### Task objective
Answer with a single number: the count of lines below that hold "Give".

### Record extracts
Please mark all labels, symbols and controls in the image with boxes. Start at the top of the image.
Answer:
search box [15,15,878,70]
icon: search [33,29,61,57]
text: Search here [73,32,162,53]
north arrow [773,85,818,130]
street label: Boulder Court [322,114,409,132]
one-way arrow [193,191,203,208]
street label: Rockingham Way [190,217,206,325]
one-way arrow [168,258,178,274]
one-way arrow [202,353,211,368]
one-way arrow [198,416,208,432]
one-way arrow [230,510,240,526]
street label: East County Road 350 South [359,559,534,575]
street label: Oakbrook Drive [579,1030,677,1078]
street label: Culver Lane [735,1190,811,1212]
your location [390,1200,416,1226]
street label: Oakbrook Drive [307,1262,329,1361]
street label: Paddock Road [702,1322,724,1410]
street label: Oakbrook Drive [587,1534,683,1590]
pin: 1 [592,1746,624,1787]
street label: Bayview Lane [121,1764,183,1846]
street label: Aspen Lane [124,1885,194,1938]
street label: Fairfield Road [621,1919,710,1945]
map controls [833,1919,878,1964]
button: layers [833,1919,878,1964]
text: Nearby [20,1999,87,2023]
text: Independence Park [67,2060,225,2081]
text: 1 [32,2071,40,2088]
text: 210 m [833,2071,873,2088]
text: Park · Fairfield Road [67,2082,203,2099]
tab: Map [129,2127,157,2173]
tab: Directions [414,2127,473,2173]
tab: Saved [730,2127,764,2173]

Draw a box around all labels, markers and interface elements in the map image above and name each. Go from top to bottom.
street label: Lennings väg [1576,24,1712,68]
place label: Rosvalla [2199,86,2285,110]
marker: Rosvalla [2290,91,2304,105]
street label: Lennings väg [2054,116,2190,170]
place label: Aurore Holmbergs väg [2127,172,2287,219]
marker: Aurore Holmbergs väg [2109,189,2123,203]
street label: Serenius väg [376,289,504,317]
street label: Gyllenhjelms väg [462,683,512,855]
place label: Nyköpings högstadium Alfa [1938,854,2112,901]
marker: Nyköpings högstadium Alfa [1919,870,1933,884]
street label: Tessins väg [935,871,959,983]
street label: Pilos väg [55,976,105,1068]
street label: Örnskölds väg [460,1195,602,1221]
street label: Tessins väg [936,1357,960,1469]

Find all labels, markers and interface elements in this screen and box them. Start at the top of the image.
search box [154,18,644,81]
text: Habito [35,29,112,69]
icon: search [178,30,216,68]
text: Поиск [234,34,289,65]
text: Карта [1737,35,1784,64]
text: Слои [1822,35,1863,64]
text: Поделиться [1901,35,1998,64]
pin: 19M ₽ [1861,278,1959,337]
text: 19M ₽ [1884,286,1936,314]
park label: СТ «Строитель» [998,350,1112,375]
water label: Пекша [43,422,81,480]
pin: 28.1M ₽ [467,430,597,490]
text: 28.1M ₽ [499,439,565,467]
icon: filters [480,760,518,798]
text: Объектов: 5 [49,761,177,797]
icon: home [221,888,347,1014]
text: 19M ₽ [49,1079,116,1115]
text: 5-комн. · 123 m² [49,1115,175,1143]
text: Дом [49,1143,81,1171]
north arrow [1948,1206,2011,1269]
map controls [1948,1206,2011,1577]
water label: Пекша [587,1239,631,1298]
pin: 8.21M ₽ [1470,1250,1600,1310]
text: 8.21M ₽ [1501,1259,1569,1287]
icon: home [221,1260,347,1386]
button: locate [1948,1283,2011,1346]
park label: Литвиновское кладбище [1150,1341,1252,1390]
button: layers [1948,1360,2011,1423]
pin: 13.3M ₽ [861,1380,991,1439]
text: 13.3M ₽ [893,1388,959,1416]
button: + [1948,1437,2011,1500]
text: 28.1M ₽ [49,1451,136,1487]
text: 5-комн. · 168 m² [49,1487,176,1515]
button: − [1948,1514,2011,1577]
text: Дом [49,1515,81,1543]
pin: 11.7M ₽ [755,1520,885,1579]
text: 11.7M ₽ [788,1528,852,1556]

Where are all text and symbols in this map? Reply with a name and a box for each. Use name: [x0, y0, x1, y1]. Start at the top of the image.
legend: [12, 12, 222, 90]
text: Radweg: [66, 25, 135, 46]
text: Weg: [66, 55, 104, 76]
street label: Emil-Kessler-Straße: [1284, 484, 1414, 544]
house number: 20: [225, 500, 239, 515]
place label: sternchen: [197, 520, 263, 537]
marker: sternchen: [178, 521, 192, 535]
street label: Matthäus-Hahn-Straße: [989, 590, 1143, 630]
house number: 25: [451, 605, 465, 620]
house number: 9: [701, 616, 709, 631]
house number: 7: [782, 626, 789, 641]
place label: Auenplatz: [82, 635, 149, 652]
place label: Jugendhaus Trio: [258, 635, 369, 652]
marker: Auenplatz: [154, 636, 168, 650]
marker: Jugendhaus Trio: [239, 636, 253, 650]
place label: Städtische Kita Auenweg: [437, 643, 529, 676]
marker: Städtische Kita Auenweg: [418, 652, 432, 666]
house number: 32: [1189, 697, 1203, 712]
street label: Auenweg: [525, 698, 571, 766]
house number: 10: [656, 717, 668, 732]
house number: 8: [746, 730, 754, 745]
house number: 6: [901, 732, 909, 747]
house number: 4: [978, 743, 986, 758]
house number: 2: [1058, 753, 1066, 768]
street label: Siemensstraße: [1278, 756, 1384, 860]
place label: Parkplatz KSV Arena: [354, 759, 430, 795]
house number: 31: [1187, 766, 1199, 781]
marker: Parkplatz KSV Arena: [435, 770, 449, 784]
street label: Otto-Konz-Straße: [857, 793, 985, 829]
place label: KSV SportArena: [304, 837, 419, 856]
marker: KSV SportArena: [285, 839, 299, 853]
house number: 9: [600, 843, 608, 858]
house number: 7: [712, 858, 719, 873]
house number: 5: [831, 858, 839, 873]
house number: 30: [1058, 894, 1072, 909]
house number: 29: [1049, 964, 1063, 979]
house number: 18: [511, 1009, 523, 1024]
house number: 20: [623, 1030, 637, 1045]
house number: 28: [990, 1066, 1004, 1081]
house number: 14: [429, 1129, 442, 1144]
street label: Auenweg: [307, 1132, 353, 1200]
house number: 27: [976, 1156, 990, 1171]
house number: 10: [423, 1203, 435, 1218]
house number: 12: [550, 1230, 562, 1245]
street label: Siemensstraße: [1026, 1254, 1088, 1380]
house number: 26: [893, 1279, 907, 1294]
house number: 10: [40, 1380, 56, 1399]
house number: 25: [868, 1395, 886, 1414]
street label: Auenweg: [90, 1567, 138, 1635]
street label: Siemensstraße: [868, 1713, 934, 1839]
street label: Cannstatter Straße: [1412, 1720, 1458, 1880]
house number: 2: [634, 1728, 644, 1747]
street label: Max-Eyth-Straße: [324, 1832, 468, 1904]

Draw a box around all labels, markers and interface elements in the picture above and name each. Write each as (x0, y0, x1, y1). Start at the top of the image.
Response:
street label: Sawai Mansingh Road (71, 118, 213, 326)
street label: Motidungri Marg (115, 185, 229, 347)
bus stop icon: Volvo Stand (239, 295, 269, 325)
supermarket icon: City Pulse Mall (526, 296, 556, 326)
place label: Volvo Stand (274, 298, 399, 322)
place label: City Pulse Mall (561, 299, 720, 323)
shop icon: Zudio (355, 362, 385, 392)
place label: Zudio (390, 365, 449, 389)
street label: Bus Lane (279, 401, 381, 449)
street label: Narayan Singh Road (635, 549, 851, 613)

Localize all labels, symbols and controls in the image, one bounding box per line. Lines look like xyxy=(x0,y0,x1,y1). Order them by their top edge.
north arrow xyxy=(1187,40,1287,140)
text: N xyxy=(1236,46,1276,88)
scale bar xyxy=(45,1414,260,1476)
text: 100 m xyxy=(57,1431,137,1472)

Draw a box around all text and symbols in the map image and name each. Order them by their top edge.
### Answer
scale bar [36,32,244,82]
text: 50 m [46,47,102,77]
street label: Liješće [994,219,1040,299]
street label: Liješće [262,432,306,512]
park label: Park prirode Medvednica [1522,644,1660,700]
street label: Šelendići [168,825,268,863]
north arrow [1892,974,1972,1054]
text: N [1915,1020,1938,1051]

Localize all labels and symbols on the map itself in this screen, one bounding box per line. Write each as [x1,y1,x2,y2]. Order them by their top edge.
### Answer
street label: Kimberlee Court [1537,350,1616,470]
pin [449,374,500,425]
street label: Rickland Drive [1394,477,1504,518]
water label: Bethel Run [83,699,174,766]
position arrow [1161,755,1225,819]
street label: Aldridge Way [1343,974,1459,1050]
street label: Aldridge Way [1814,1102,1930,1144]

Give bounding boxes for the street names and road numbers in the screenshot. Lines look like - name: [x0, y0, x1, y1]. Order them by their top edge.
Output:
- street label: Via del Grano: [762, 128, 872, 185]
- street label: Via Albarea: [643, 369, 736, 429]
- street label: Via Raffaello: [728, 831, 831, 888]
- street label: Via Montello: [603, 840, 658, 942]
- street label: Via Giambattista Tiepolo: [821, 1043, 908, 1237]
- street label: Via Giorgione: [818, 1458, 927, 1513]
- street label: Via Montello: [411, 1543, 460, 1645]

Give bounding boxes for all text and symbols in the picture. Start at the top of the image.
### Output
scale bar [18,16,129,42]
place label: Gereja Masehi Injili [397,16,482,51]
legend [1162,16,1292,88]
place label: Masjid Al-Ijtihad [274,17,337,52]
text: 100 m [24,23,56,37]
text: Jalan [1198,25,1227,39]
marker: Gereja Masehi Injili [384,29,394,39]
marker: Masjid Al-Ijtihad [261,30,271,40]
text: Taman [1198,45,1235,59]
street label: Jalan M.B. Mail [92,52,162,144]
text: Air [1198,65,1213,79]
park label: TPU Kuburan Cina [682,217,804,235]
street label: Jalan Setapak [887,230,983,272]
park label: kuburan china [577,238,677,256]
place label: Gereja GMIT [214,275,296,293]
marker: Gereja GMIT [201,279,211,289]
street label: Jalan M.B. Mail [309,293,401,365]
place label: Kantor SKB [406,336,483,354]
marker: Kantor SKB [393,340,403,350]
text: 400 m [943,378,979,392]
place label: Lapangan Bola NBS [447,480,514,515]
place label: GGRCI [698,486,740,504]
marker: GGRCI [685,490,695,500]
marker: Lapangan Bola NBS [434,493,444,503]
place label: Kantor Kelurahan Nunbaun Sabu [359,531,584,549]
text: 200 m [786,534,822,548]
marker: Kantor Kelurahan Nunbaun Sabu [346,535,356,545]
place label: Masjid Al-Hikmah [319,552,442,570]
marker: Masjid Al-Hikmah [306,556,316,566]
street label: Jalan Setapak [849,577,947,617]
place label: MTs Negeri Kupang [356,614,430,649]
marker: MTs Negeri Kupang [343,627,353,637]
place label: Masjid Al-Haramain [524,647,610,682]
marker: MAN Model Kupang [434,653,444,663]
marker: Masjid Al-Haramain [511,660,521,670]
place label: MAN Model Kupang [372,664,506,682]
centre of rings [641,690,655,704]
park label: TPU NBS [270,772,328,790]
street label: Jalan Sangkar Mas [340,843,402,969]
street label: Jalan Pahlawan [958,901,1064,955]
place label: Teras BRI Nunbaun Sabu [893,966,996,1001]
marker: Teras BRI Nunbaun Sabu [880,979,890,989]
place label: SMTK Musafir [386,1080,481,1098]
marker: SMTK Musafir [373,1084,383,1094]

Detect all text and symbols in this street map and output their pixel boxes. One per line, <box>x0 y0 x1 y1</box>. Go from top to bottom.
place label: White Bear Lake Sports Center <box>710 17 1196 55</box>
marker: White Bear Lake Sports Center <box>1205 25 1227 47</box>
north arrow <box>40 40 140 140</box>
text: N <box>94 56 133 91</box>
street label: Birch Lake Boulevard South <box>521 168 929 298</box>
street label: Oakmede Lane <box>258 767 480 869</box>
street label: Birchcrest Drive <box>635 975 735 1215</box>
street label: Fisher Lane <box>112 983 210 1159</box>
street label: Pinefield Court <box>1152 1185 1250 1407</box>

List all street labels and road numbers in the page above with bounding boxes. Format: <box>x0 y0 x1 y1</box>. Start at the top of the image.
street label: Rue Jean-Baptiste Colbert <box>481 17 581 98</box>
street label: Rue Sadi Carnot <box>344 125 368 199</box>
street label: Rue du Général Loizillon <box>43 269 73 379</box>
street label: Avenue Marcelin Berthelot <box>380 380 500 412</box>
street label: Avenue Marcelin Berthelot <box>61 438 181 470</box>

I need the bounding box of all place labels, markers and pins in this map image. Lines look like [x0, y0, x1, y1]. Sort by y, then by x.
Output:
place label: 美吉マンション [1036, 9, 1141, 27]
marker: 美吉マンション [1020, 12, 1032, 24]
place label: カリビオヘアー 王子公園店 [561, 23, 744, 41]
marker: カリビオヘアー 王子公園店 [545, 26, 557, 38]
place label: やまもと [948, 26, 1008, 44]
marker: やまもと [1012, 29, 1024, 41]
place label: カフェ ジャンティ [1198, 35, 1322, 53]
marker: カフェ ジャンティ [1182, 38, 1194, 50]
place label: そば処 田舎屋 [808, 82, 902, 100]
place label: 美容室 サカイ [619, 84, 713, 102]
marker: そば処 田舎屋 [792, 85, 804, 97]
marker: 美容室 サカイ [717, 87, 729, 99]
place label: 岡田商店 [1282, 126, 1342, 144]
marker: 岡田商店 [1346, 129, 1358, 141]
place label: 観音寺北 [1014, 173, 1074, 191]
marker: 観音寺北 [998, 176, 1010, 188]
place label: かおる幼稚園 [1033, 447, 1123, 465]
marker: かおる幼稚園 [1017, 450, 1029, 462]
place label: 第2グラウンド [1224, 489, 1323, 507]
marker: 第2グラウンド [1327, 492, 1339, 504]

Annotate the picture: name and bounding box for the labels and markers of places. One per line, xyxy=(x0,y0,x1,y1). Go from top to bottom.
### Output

### Finished task
2